Data under study Start Marker

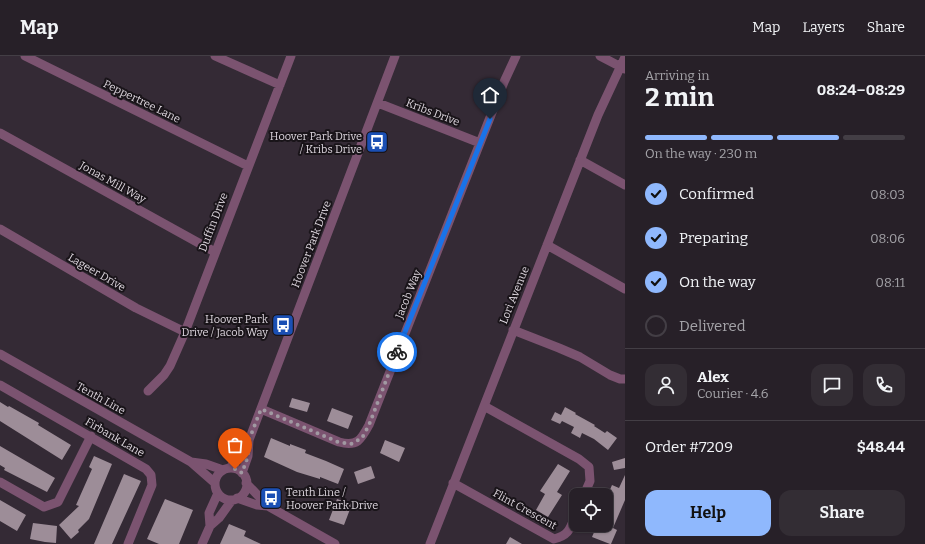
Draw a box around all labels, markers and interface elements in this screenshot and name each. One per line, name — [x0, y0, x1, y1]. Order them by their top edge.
text: Map — [20, 16, 59, 39]
text: Map — [752, 19, 780, 36]
text: Layers — [802, 19, 845, 36]
text: Share — [867, 19, 905, 36]
text: Arriving in — [645, 68, 710, 83]
street label: Peppertree Lane — [101, 77, 182, 126]
pin — [473, 78, 507, 119]
text: 08:24–08:29 — [817, 81, 905, 99]
text: 2 min — [645, 82, 714, 113]
icon: home — [479, 84, 501, 106]
street label: Kribs Drive — [404, 96, 462, 129]
bus stop icon: Hoover Park Drive / Kribs Drive — [364, 129, 390, 155]
place label: Hoover Park Drive / Kribs Drive — [270, 130, 362, 156]
text: On the way · 230 m — [645, 146, 757, 161]
street label: Jonas Mill Way — [76, 158, 148, 206]
icon: check — [645, 183, 667, 205]
text: Confirmed — [679, 185, 754, 203]
text: 08:03 — [870, 187, 905, 202]
street label: Duffin Drive — [196, 191, 231, 253]
street label: Hoover Park Drive — [289, 199, 334, 290]
icon: check — [645, 227, 667, 249]
text: Preparing — [679, 229, 748, 247]
text: 08:06 — [870, 231, 905, 246]
street label: Lageer Drive — [66, 251, 128, 294]
street label: Lori Avenue — [497, 264, 532, 326]
street label: Jacob Way — [392, 268, 424, 321]
icon: check — [645, 271, 667, 293]
text: On the way — [679, 273, 756, 291]
text: 08:11 — [876, 275, 905, 290]
bus stop icon: Hoover Park Drive / Jacob Way — [270, 312, 296, 338]
place label: Hoover Park Drive / Jacob Way — [181, 313, 269, 339]
text: Delivered — [679, 317, 746, 335]
courier — [377, 332, 417, 372]
icon: bike — [386, 341, 408, 363]
button: person — [645, 364, 687, 406]
button: chat — [811, 364, 853, 406]
button: phone — [863, 364, 905, 406]
text: Alex — [697, 368, 729, 386]
street label: Tenth Line — [74, 380, 127, 417]
text: Courier · 4.6 — [697, 386, 769, 401]
street label: Firbank Lane — [83, 415, 147, 460]
pin — [218, 428, 252, 469]
icon: bag — [224, 434, 246, 456]
text: Order #7209 — [645, 438, 733, 456]
text: $48.44 — [857, 438, 905, 456]
bus stop icon: Tenth Line / Hoover Park Drive — [258, 485, 284, 511]
place label: Tenth Line / Hoover Park Drive — [286, 486, 378, 512]
street label: Flint Crescent — [491, 487, 559, 532]
map controls — [569, 488, 613, 532]
button: locate — [569, 488, 613, 532]
button: Help — [645, 490, 771, 536]
button: Share — [779, 490, 905, 536]

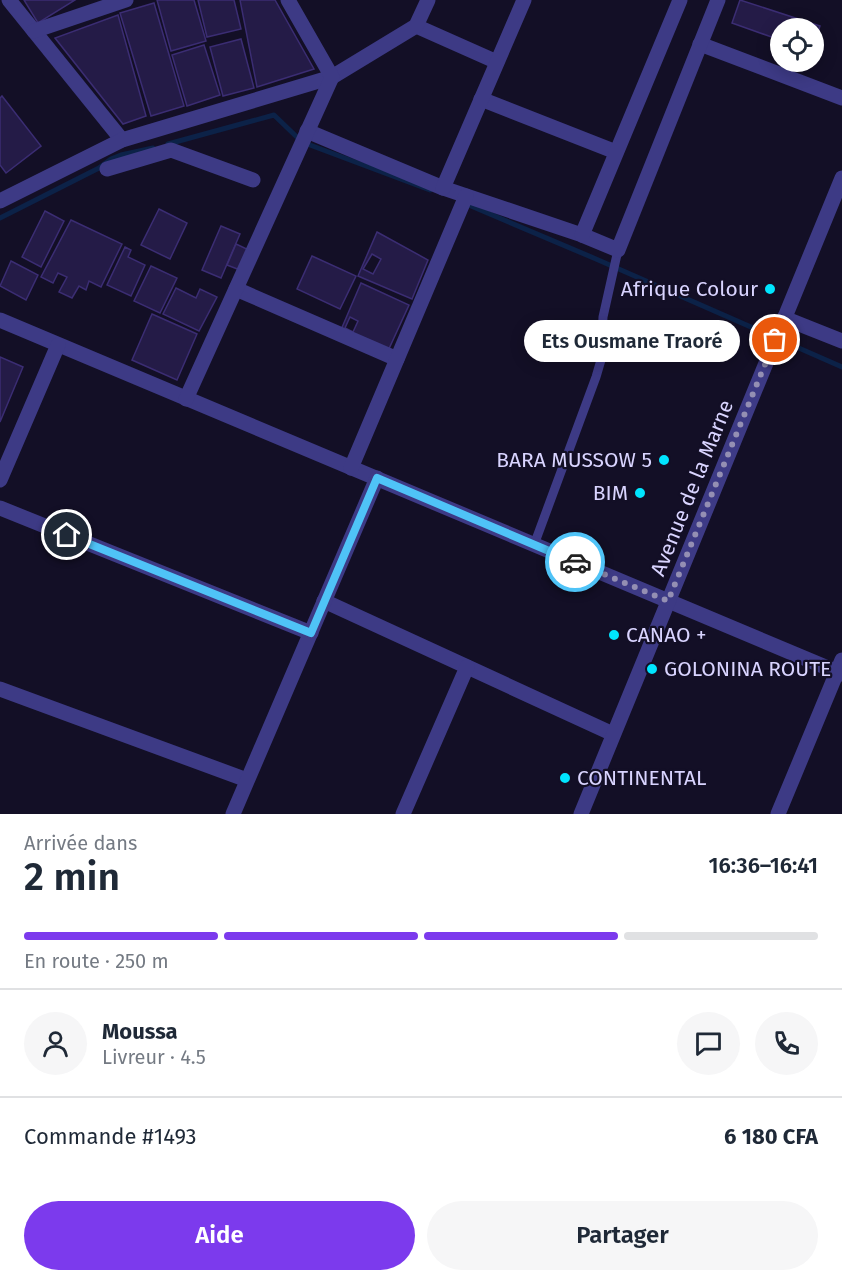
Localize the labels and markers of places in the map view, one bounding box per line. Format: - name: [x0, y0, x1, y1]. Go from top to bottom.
- place label: Afrique Colour: [621, 276, 758, 302]
- marker: Afrique Colour: [763, 282, 777, 296]
- pin: [749, 314, 800, 365]
- callout: Ets Ousmane Traoré: [523, 319, 739, 361]
- place label: BARA MUSSOW 5: [496, 447, 652, 473]
- marker: BARA MUSSOW 5: [657, 453, 671, 467]
- place label: BIM: [593, 480, 628, 506]
- marker: BIM: [633, 486, 647, 500]
- pin: [41, 509, 92, 560]
- place label: CANAO +: [626, 622, 707, 648]
- marker: CANAO +: [607, 628, 621, 642]
- place label: GOLONINA ROUTE: [664, 656, 831, 682]
- marker: GOLONINA ROUTE: [645, 662, 659, 676]
- place label: CONTINENTAL: [577, 765, 707, 791]
- marker: CONTINENTAL: [558, 771, 572, 785]

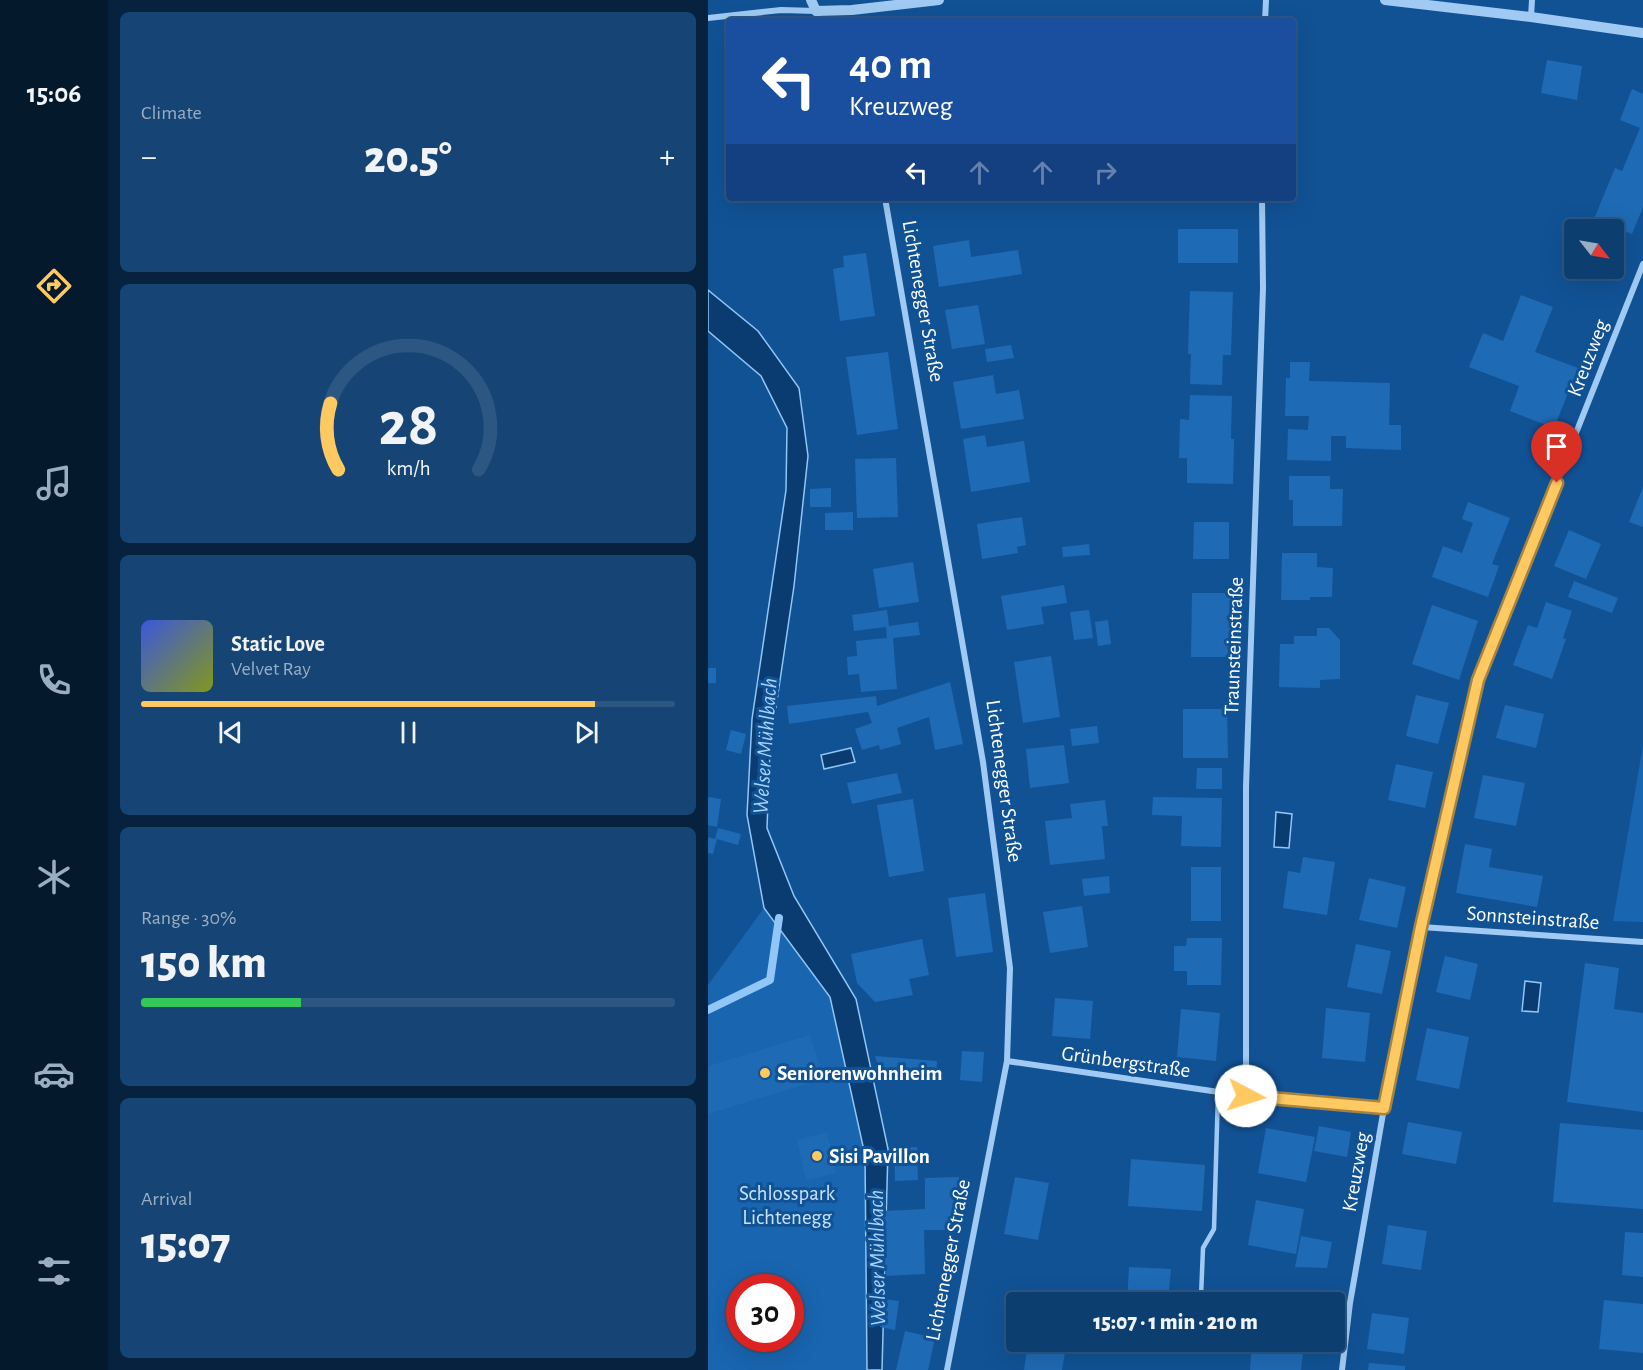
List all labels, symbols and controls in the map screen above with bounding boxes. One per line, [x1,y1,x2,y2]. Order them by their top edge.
icon: left [750,42,828,120]
text: 40 m [849,44,932,86]
text: 15:06 [27,80,81,107]
text: Kreuzweg [849,93,953,120]
text: Climate [141,103,202,123]
text: 20.5° [364,136,452,181]
text: − [141,141,157,174]
text: + [659,141,675,174]
icon: left [900,156,933,189]
icon: ahead [963,156,996,189]
icon: ahead [1026,156,1059,189]
icon: right [1089,156,1122,189]
street label: Lichtenegger Straße [898,219,948,383]
north arrow [1564,219,1624,279]
map controls [1564,219,1624,279]
icon: directions [33,265,75,307]
street label: Kreuzweg [1564,316,1613,399]
text: 28 [378,395,438,457]
pin [1531,421,1582,483]
icon: arrive [1540,430,1573,463]
text: km/h [386,459,430,480]
icon: music [33,462,75,504]
street label: Traunsteinstraße [1221,576,1247,716]
text: Static Love [231,633,325,655]
icon: phone [33,659,75,701]
text: Velvet Ray [231,659,311,679]
water label: Welser Mühlbach [749,677,781,815]
street label: Lichtenegger Straße [982,698,1026,864]
icon: previous [214,716,247,749]
icon: pause [392,716,425,749]
icon: next [570,716,603,749]
icon: climate [33,856,75,898]
street label: Sonnsteinstraße [1466,903,1600,933]
text: Range · 30% [141,908,236,928]
text: 150 km [141,941,267,986]
street label: Grünbergstraße [1060,1043,1192,1081]
icon: car [33,1053,75,1095]
place label: Seniorenwohnheim [777,1063,942,1084]
position arrow [1214,1064,1278,1128]
marker: Seniorenwohnheim [758,1066,772,1080]
street label: Kreuzweg [1339,1130,1373,1214]
place label: Sisi Pavillon [829,1146,930,1167]
marker: Sisi Pavillon [810,1149,824,1163]
street label: Lichtenegger Straße [922,1178,974,1342]
park label: Schlosspark Lichtenegg [739,1183,835,1228]
text: Arrival [141,1189,192,1209]
water label: Welser Mühlbach [865,1190,889,1326]
text: 15:07 [141,1222,231,1267]
icon: filters [33,1250,75,1292]
speed limit sign: 30 [726,1274,804,1352]
text: 15:07 · 1 min · 210 m [1093,1311,1258,1333]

Data under study End Marker

Exercise aim »
Which lines of the records contain the word "Seniorenwohnheim"? Copy each of them.

The completed task »
place label: Seniorenwohnheim [777,1063,942,1084]
marker: Seniorenwohnheim [758,1066,772,1080]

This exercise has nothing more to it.